Pasar saham sepanjang bulan Februari mencatatkan kenaikan sebesar 6,5%. IHSG melanjutkan penguatan yang terjadi sejak awal tahun walaupun koreksi di penghujung bulan mulai memberikan sinyal guncangan yang menghantui. Di bulan yang sama, nilai tukar Rupiah melemah 1,4% dan imbal hasil obligasi meningkat 0,4%. Bicara imbal hasil yang meningkat, pemicunya adalah imbal hasil US Treasury yang meningkat sebesar 0,34%. Kenaikan imbal hasil ini dipicu oleh spekulasi membaiknya ekonomi Amerika Serikat paska pendistribusian vaksinasi yang lebih cepat dari perkiraan dan inflasi akan meningkat ke threshold 2% sehingga the Fed diperkirakan mulai meninggalkan sikap akomodatifnya dan mulai tidak melakukan pembelian surat berharga/taper sehingga membuat imbal hasil obligasi melesat naik. Kekhawatiran akan meningkatnya cost of fund dan terkoreksinya laba juga akhirnya memicu koreksi di pasar saham.

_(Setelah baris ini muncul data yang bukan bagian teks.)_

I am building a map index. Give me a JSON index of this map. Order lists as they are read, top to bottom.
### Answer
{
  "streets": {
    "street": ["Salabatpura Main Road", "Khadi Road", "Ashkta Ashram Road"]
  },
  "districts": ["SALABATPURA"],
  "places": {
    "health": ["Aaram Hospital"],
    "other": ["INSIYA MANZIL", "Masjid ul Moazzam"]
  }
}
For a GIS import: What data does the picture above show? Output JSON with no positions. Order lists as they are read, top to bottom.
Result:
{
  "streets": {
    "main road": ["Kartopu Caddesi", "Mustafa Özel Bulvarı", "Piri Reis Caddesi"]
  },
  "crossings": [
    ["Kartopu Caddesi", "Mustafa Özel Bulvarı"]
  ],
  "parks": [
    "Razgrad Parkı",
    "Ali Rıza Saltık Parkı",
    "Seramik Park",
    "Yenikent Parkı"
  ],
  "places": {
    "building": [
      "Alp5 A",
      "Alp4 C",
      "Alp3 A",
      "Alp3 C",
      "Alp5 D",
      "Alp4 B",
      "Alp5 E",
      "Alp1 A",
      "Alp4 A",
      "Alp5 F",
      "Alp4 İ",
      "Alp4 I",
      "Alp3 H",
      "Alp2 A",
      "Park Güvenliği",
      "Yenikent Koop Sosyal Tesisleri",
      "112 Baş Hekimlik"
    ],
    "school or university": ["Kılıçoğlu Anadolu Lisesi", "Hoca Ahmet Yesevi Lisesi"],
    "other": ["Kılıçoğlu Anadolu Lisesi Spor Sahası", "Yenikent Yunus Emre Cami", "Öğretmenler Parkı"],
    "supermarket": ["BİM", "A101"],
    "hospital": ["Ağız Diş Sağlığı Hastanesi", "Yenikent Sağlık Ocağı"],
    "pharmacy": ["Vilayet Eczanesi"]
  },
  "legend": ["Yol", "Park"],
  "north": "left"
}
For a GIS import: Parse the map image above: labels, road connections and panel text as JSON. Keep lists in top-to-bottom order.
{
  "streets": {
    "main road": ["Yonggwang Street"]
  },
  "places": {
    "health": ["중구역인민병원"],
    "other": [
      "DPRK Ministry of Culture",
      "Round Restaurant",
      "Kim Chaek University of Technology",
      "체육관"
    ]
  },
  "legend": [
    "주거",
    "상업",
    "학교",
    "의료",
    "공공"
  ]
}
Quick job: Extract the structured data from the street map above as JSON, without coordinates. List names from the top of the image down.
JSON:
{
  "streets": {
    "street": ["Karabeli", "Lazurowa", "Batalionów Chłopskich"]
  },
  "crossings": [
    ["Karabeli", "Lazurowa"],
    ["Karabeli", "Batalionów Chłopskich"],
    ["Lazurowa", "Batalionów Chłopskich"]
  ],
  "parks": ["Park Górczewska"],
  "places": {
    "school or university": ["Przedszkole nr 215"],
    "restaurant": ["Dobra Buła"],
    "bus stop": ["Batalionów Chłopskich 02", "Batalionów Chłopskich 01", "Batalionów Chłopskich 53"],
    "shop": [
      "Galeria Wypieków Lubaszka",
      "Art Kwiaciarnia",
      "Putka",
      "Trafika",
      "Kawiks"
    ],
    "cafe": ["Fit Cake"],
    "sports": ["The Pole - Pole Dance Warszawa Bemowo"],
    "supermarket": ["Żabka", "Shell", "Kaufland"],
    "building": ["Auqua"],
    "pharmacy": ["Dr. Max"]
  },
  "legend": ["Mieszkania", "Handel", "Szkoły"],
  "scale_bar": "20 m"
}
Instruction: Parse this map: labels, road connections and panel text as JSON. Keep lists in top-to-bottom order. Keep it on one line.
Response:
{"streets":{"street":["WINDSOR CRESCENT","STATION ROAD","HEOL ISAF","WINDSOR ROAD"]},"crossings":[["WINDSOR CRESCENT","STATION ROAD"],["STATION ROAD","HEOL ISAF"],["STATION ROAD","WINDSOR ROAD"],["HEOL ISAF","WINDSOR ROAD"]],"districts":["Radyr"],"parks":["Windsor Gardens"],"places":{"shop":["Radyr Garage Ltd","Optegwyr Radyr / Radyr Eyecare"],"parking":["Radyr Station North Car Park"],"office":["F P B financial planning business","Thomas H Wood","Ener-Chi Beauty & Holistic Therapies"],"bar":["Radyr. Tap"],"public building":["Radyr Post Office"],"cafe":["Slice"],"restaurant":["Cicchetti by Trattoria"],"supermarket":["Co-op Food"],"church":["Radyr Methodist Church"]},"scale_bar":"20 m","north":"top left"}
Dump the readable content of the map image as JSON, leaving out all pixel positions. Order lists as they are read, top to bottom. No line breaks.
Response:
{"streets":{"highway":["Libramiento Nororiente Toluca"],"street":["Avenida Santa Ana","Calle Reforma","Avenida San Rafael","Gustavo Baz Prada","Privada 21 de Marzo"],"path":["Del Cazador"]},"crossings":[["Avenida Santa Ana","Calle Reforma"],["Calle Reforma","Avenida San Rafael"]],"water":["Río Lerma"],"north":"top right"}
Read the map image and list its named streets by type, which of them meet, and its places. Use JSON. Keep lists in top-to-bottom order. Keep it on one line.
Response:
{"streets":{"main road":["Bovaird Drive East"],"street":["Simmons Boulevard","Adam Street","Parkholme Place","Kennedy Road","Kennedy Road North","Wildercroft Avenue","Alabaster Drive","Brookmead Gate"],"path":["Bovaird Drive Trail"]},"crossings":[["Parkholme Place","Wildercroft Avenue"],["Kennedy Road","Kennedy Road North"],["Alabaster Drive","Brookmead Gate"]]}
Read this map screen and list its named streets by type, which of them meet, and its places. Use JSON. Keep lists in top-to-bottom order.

Secara korelasi, US bond yield dan pasar saham memang cenderung negatif dan ini bisa dijelaskan secara akademis di mana kenaikan bond yield terutama bond 10 tahun yang sering dijadikan acuan discount rate akan membuat valuasi saham menurun. Namun demikian korelasi di Indonesia tidak sekuat itu karena tingkat imbal hasil di Indonesia masih cenderung tinggi dan spread dengan inflasi masih cukup lebar. Akibatnya daya tarik obligasi Indonesia masih cukup baik. Satu hal yang perlu diwaspadai adalah dampak penguatan Dolar Amerika Serikat terhadap Rupiah. Secara relatif, memang penguatan Dolar Amerika Serikat akan melemahkan Rupiah, namun daya tarik Rupiah sendiri juga tergantung kondisi makro keseluruhan perekonomian Indonesia. Salah satu indikator penting adalah Current Account Deficit (CAD) Indonesia yang mengalami perbaikan tajam sepanjang masa pandemi karena berkurangnya impor. Indikator lainnya adalah masih tingginya spread imbal hasil Rupiah dengan inflasi seperti yang kami sebutkan sebelumnya. Dengan kondisi di atas ditambah masih baiknya potensi pemulihan pertumbuhan ekonomi di Indonesia, nilai tukar Rupiah diperkirakan masih berpotensi untuk tetap survive di kondisi saat ini.
Kembali ke prospek investasi, kami melihat bahwa sentimen makro untuk terus berinvestasi tetap terjaga. Pemulihan ekonomi diperkirakan akan tetap terjadi seiring dengan program vaksinasi yang terus terjadi dan berbagai kebijakan stimulus dari Pemerintah Indonesia. Satu hal yang kami lakukan adalah mulai secara khusus melihat valuasi individual saham-saham dalam portofolio kami dan melakukan beberapa rotasi. Kami juga melihat prospek investasi di produk pendapatan tetap menjadi menarik dengan imbal hasil yang menyentuh 6,7% di mana dibandingkan dengan inflasi terakhir sebesar 1,38% adalah tingkat yang mulai menarik
Oleh: Marsangap P. Tamba (Direktur Utama PT. Danareksa Investment Management)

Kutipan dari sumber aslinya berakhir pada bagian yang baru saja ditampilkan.